The 15th Canadian Parliament was in session from 7 January 1926, until 2 July 1926. The membership was set by the 1925 federal election on 29 October 1925, and it changed only somewhat due to resignations and by-elections until it was dissolved prior to the 1926 election.

Initially, it was controlled by a Liberal Party House minority under Prime Minister William Lyon Mackenzie King and the 12th Canadian Ministry. The Liberal caucus did not have a majority of seats in the House - it only had the second most seats - and was propped up by the Progressive Party of Canada MPs. The Official Opposition was the Conservative Party, led by Arthur Meighen. When the Liberal government fell, Meighen's Conservatives were allowed to form government (the 13th Canadian Ministry), triggering the "King-Byng Affair". Quickly the 13th Ministry fell as well.
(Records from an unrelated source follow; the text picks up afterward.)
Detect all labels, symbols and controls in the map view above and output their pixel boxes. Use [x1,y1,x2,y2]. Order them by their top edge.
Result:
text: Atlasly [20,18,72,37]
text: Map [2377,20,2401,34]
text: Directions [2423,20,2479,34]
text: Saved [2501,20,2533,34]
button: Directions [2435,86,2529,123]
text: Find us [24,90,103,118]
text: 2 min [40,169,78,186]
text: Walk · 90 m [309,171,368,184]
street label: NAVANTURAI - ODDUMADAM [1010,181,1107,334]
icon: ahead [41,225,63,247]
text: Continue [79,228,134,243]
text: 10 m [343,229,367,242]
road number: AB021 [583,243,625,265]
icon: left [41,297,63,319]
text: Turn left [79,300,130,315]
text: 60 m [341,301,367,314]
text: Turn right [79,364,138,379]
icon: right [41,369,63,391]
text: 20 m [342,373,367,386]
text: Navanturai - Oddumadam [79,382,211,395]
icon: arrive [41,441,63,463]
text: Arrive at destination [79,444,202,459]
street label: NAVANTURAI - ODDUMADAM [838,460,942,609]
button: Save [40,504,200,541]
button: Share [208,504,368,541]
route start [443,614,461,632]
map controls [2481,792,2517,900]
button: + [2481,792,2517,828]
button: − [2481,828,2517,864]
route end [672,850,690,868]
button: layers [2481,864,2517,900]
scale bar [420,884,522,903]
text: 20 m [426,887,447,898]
The Speaker was Rodolphe Lemieux. See also List of Canadian electoral districts 1924-1933 for a list of the ridings in this parliament.

The unusual case of a new party taking control of the government between elections has only happened twice in Canadian history; the other occasion was in the 2nd Canadian parliament.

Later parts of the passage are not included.